For some offenders, posting a profile on MySpace or other such sites could violate conditions of their release and send them back to prison, Swanson said.

More than 100 criminal incidents have been reported in the media in the past year involving adults who linked up with minors using MySpace.com, according to Swanson's office.

Last July, Ronald Abshire, 30, of Inver Grove Heights, was sentenced to three years in prison for third-degree criminal sexual conduct with a 15-year-old St. Paul girl he contacted on MySpace. He earlier was convicted of raping a 13-year-old girl in Washington County.

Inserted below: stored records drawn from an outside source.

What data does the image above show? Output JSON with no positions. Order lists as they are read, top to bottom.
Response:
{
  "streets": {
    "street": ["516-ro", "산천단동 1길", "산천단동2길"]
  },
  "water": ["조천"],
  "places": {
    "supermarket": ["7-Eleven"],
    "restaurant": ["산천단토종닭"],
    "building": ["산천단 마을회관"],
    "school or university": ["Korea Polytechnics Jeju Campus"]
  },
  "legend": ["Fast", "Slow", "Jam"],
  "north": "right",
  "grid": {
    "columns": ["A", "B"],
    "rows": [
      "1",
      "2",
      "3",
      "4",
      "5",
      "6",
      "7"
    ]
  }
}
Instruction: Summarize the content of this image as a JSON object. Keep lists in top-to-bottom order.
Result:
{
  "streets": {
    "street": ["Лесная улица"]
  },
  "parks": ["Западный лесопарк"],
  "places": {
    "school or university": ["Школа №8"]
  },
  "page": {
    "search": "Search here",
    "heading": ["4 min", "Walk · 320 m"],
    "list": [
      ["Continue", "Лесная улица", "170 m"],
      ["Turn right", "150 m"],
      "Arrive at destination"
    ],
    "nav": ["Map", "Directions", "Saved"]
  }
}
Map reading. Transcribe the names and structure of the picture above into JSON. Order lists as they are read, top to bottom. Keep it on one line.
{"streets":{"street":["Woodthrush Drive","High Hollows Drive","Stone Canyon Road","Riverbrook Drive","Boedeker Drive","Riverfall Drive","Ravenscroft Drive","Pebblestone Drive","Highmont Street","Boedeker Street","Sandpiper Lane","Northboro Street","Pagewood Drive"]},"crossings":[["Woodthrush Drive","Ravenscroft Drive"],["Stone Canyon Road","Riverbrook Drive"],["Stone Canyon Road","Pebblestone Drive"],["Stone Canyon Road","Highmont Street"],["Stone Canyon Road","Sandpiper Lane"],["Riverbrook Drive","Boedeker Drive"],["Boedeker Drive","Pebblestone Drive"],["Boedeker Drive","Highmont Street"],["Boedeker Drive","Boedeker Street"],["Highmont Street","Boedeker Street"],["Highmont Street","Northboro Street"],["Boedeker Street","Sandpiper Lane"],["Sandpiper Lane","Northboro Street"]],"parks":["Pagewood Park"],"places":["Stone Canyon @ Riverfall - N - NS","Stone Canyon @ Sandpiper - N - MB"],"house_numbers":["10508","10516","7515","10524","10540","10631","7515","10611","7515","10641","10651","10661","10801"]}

"These guys are going to go and hang out where the kids hang out," St. Paul police Cmdr. Neil Nelson, head of the Minnesota Internet Crimes Against Children Task Force, said after Abshire was arrested. "The kids hanging out in these blogs and websites give up a lot of information about themselves."

Swanson said she sent a letter Tuesday to MySpace requesting names from the Minnesota registry or those on other states' registries who have used Minnesota addresses.

Earlier this month, Illinois Attorney General Lisa Madigan requested the same information from the Los Angeles-based company. The list of 584 included 19 who were in prison and another 17 were on parole, according to Madigan's office.

Facing increasing allegations of facilitating sexual predators' search for new victims, MySpace developed its own software to match registered offenders nationwide with its database of user profiles. The hits started coming as soon as the effort was launched in early May.

"We have zero tolerance for sexual predators on MySpace," Hemanshu Nigam, the firm's chief security officer, said in a news release last week. "We look forward to working collaboratively with the attorneys general on all future efforts to make the Internet a safer place for teens.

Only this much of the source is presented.